Stres,  insan organizmasının çevreden gelişen olaylara, ani değişikliklere verdiği doğal bir tepkisi, bir savunma refleksidir. Aslında organizmanın aşırı uyanık halidir stres. Böylece organizma enerji rezervlerini  harekete geçirerek yaşanan durumu dengelemeye ve organizmayı savunmaya çalışıyor. Enerji rezervlerini uzun süre boşa harcayan organizma belli bir süre sonra sorun yaşamaktadır.

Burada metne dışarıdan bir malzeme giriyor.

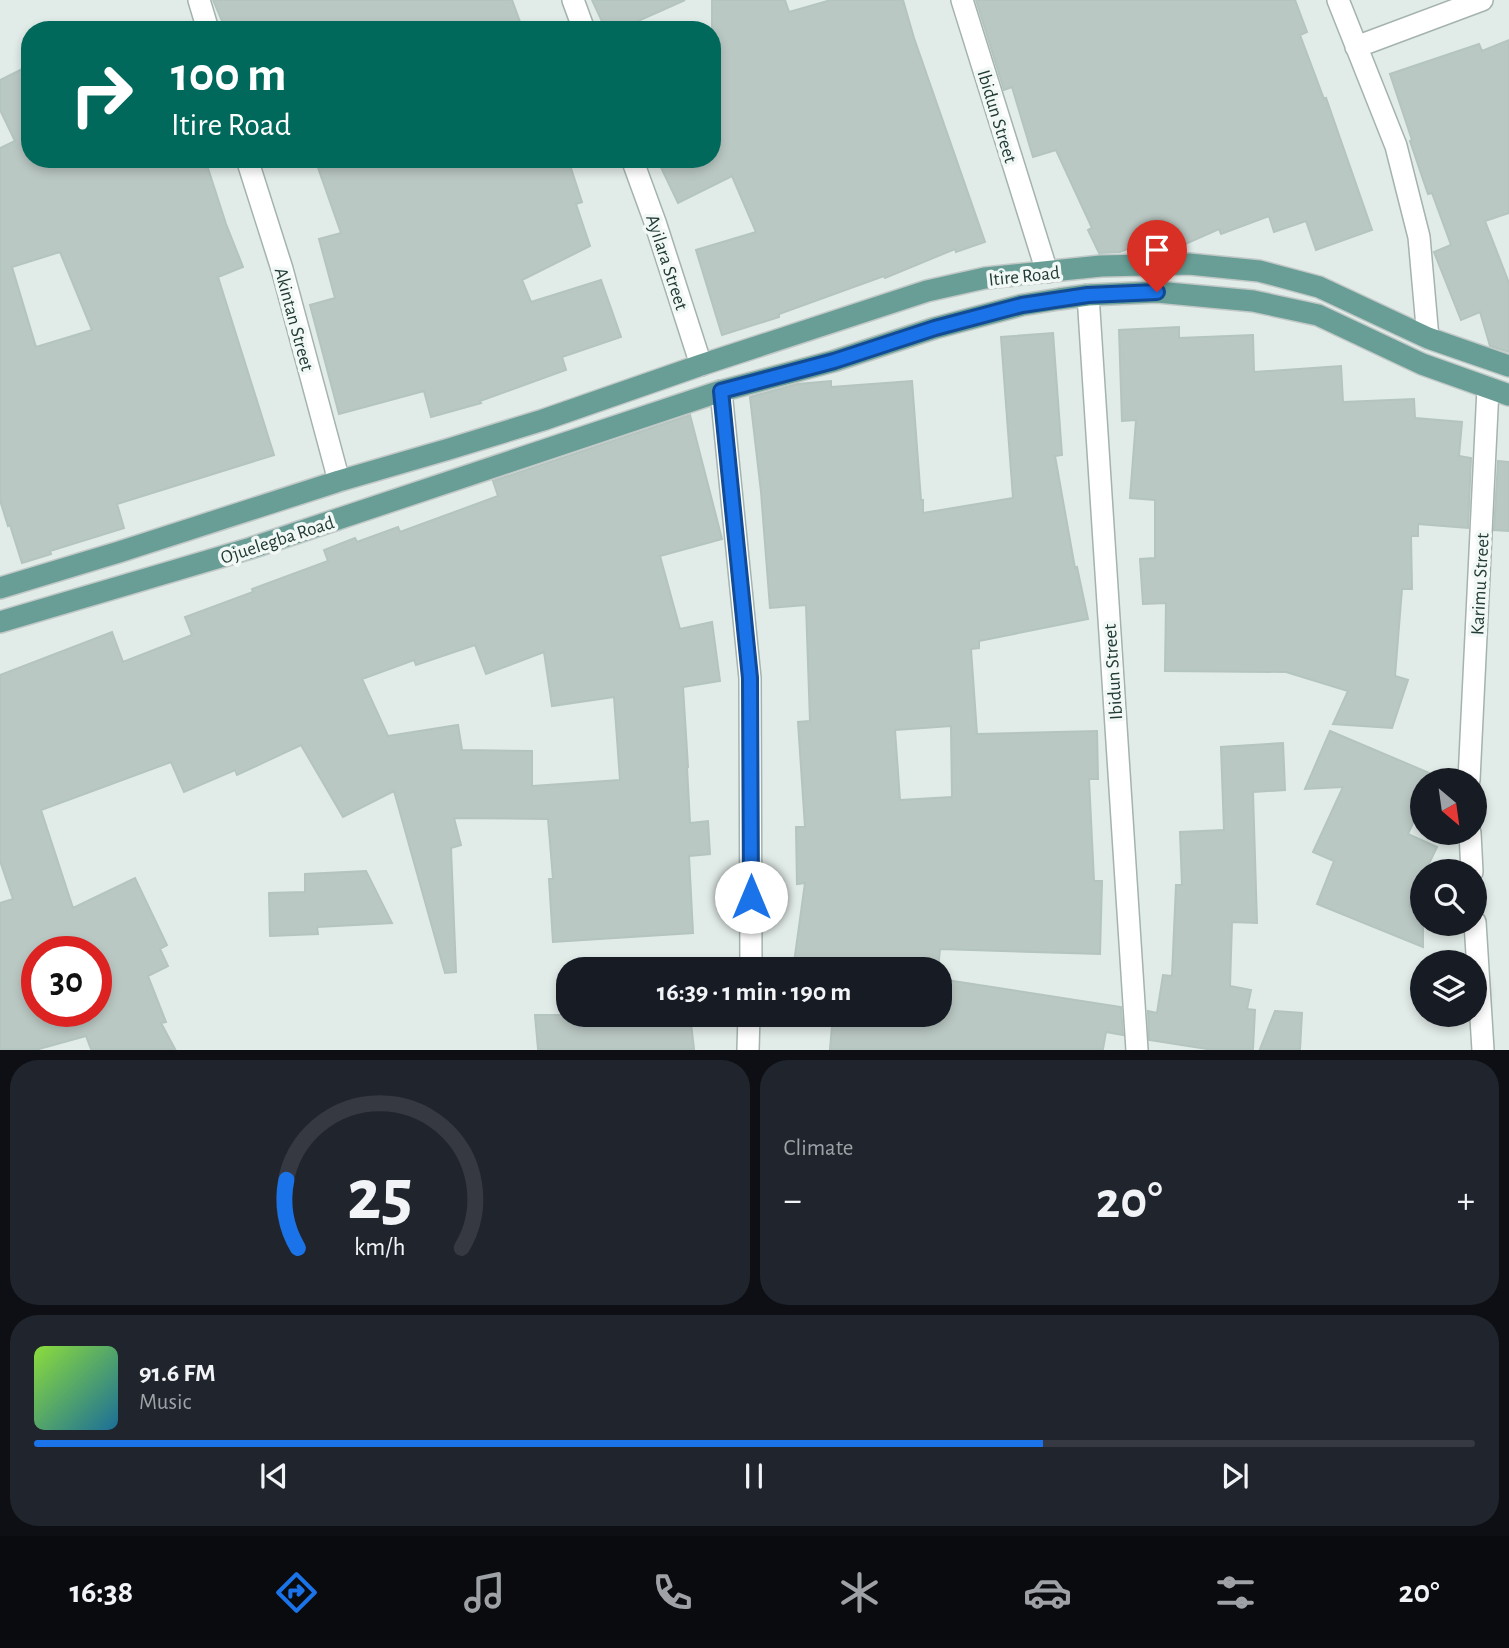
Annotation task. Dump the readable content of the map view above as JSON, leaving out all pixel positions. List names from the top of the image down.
{
  "streets": {
    "main road": ["Itire Road", "Ojuelegba Road"],
    "street": [
      "Ibidun Street",
      "Ayilara Street",
      "Akintan Street",
      "Karimu Street"
    ]
  },
  "crossings": [
    ["Ibidun Street", "Itire Road"],
    ["Ayilara Street", "Itire Road"],
    ["Itire Road", "Ojuelegba Road"],
    ["Itire Road", "Karimu Street"],
    ["Akintan Street", "Ojuelegba Road"]
  ],
  "north": "bottom right",
  "page": {
    "turn": ["100 m", "Itire Road"],
    "limit": "30",
    "trip": "16:39 · 1 min · 190 m",
    "tile": "Climate",
    "heat": ["−", "20°", "+"],
    "song": ["91.6 FM", "Music"],
    "tabs": ["16:38", "20°"],
    "gauge": ["25", "km/h"]
  }
}
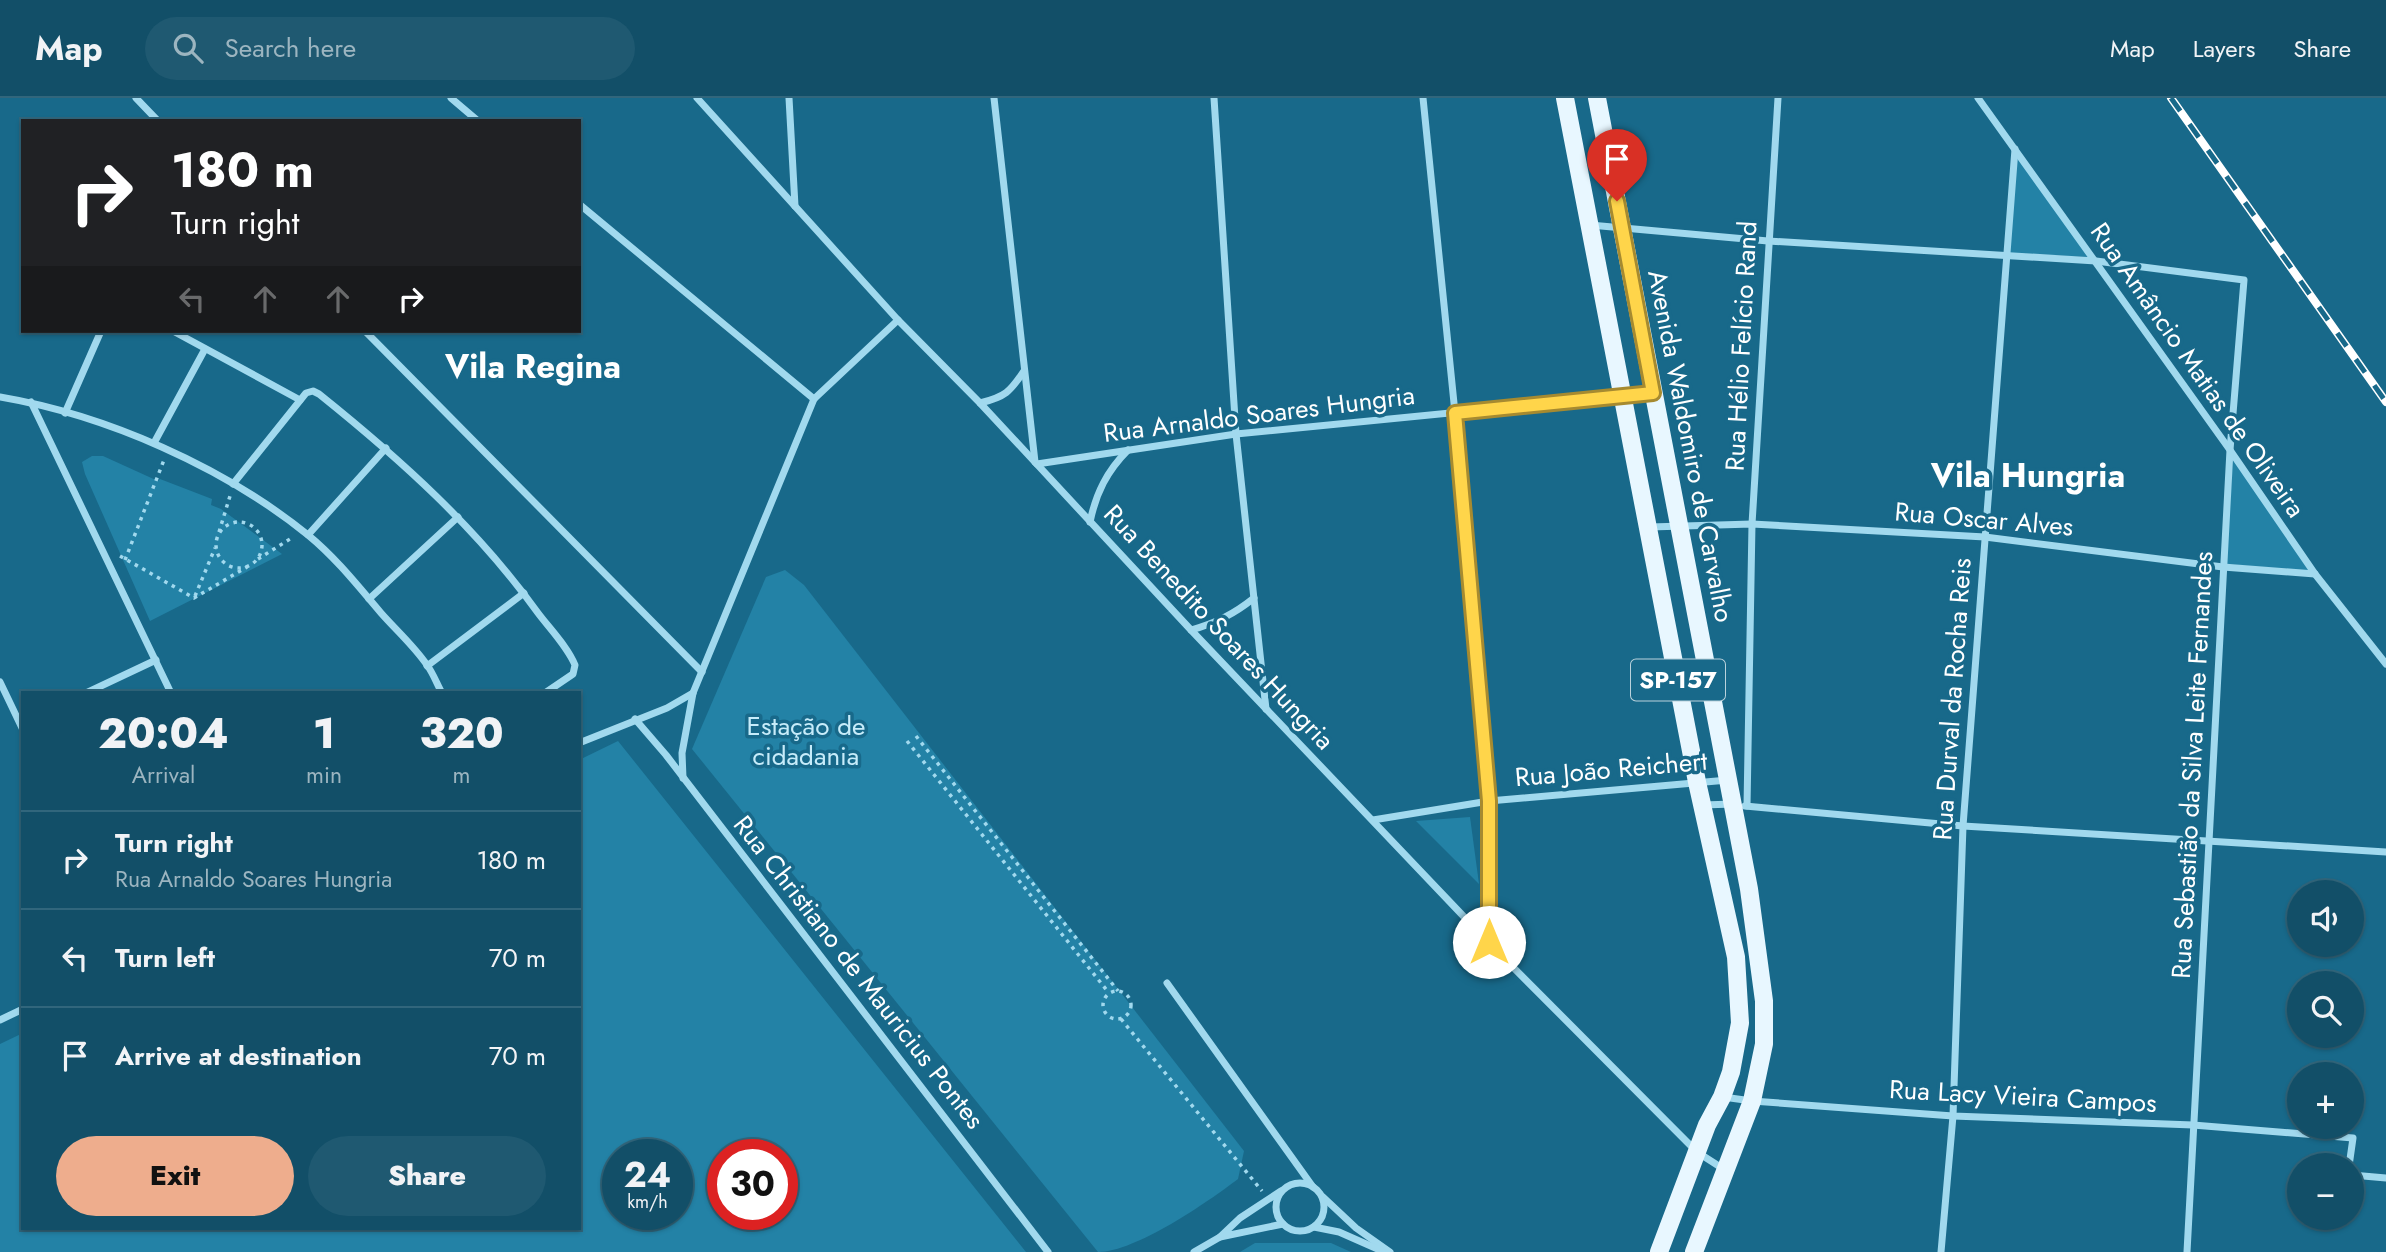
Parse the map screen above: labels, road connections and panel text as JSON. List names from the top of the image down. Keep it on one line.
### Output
{"streets":{"main road":["Avenida Waldomiro de Carvalho","SP-157"],"street":["Rua Hélio Felício Rand","Rua Amâncio Matias de Oliveira","Rua Arnaldo Soares Hungria","Rua Oscar Alves","Rua Benedito Soares Hungria","Rua Durval da Rocha Reis","Rua Sebastião da Silva Leite Fernandes","Rua João Reichert","Rua Christiano de Mauricius Pontes","Rua Lacy Vieira Campos"]},"crossings":[["Rua Hélio Felício Rand","Avenida Waldomiro de Carvalho"],["Rua Hélio Felício Rand","Rua Oscar Alves"],["Rua Amâncio Matias de Oliveira","Rua Oscar Alves"],["Rua Amâncio Matias de Oliveira","Rua Durval da Rocha Reis"],["Rua Amâncio Matias de Oliveira","Rua Sebastião da Silva Leite Fernandes"],["Rua Arnaldo Soares Hungria","Avenida Waldomiro de Carvalho"],["Rua Arnaldo Soares Hungria","Rua Benedito Soares Hungria"],["Rua Arnaldo Soares Hungria","SP-157"],["Avenida Waldomiro de Carvalho","Rua Oscar Alves"],["Avenida Waldomiro de Carvalho","Rua Benedito Soares Hungria"],["Avenida Waldomiro de Carvalho","Rua João Reichert"],["Avenida Waldomiro de Carvalho","Rua Lacy Vieira Campos"],["Rua Oscar Alves","SP-157"],["Rua Oscar Alves","Rua Durval da Rocha Reis"],["Rua Oscar Alves","Rua Sebastião da Silva Leite Fernandes"],["Rua Benedito Soares Hungria","SP-157"],["Rua Benedito Soares Hungria","Rua João Reichert"],["SP-157","Rua João Reichert"],["SP-157","Rua Lacy Vieira Campos"],["Rua Durval da Rocha Reis","Rua Lacy Vieira Campos"],["Rua Sebastião da Silva Leite Fernandes","Rua Lacy Vieira Campos"]],"districts":["Vila Regina","Vila Hungria"],"parks":["Estação de cidadania"],"page":{"header":"Map","search":"Search here","nav":["Map","Layers","Share"],"turn":["180 m","Turn right"],"eta":["20:04","Arrival","1","min","320","m"],"list":[{"name":"Turn right","note":"Rua Arnaldo Soares Hungria","value":"180 m"},{"name":"Turn left","value":"70 m"},{"name":"Arrive at destination","value":"70 m"}],"map_buttons":["+","−"],"buttons":["Exit","Share"],"speed":"24 km/h","limit":"30"}}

İki tür stresten bahsedebiliyoruz.

İlki Eustress (pozitif  stres) diye de adlandırılan bu stres türü uygun dozajda olursa, insanın performansını arttırmasına yardımcı oluyor, hayatının daha renkli ve heyecanlı olmasına katkı sunuyor.  Bu strese iki sevgilinin öpüşürken, sporcuların müsabaka öncesi, müzisyenlerin konsere çıkarken, bir paraşütçünün atlamadan önce,  bir tiyatro sanatçısının sahneye çıkmadan önce hissettikleri stresi örnek olarak gösterebiliriz.

Asıl zararlı olan  işe  ikinci tür olan Distres ( zararlı stres)  dediğimiz, insanın hayatını olumsuz  etkileyerek insanın fizyolojik ve psikolojik dengesini bozan ve değişik hastalıklara sebep olan strestir.

Stresin sürekli  ve kişi tarafından kontrol edilemez olması insanlarda birçok hastalığın ortaya çıkmasına sebep oluyor. Bir araba motorunun sürekli düşük devirle çalışıp, yüksek hız yapması sonucunda motorun aşırı ısınmasını bu strese örnek olarak gösterebiliriz.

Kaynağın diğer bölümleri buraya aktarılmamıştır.